This thread has been locked.

If you have a related question, please click the "Ask a related question" button in the top right corner. The newly created question will be automatically linked to this question.

RM46L852: What causes instruction buffer stalls without an instruction cache on a Cortex-R4?

Part Number: RM46L852

I have implemented a radix-2 and radix-4 decoding algorithm that runs baremetal on a TI RM46L852 chip with a ARM Cortex-R4F. I have also implemented optimized versions of both and for radix-4 I get a speedup that is almost exactly what I predicted, but with radix-2 I actually have a performance regression.

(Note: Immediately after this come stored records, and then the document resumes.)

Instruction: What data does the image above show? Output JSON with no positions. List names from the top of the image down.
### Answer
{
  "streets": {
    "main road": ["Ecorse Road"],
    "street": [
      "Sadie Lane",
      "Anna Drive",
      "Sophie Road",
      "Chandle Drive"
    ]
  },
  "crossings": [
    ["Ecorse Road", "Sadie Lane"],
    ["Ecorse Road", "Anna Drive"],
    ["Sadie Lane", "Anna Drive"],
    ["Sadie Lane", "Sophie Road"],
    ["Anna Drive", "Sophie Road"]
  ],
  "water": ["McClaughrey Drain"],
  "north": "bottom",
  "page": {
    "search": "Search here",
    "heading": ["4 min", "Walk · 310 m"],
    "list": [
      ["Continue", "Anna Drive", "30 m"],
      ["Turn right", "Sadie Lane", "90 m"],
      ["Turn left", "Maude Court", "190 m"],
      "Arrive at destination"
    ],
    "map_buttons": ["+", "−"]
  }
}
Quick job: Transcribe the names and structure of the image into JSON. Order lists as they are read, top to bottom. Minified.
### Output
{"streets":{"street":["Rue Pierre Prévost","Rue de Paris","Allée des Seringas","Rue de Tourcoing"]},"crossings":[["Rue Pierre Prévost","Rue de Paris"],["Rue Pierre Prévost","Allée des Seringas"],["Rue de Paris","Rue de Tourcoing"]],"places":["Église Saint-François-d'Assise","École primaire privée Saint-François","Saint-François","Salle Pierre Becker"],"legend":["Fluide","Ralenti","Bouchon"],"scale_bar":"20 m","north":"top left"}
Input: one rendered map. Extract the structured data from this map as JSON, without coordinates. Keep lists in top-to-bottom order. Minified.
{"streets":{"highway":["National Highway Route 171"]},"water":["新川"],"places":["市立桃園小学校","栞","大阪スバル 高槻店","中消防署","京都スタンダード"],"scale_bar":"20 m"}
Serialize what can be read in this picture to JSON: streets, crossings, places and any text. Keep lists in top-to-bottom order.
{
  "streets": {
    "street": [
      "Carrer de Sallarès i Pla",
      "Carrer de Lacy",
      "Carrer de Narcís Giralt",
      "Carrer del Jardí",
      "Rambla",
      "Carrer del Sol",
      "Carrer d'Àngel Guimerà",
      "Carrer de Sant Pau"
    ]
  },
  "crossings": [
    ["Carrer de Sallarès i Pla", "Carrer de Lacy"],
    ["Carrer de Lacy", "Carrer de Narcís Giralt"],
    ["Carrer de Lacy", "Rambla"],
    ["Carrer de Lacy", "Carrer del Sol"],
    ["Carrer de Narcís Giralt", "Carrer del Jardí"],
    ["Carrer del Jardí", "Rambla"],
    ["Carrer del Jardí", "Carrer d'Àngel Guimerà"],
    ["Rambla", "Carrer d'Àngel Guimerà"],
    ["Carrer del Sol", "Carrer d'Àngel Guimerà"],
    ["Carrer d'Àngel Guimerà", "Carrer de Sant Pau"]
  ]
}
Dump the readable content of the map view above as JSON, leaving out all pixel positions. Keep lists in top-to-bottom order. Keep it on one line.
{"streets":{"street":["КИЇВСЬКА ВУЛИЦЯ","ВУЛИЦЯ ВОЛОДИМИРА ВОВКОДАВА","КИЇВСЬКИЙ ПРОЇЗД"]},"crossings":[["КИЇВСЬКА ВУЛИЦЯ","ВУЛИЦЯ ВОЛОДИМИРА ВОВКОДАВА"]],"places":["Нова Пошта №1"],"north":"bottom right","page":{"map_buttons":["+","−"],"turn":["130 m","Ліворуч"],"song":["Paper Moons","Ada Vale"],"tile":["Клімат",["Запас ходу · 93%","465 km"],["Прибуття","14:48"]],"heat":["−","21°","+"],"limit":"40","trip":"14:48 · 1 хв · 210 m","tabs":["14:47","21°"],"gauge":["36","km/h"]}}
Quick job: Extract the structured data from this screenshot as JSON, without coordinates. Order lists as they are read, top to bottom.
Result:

Then I implemented the radix-2 and optimized radix-2 designs in assembly and used the PMU performance counters to find the cause of the regression. My optimization is basically to skip 30 instructions if an input value is 0. The branch predictor does a good job with around 96% of all branches being correctly predicted and the remaining 4% does not account for the performance regression. Every other PMU counter value is roughly the same except for Instruction Buffer Stalls which is 25 times higher in the optimized design.

Looking at the documentation, it only says that this could happen because of instruction cache misses, but this chip doesn't have any I$ or D$ and has single cycle RAM on-chip. I could not find any other documentation that explain what the instruction buffer exactly is and what could cause this. Does anyone have an explanation?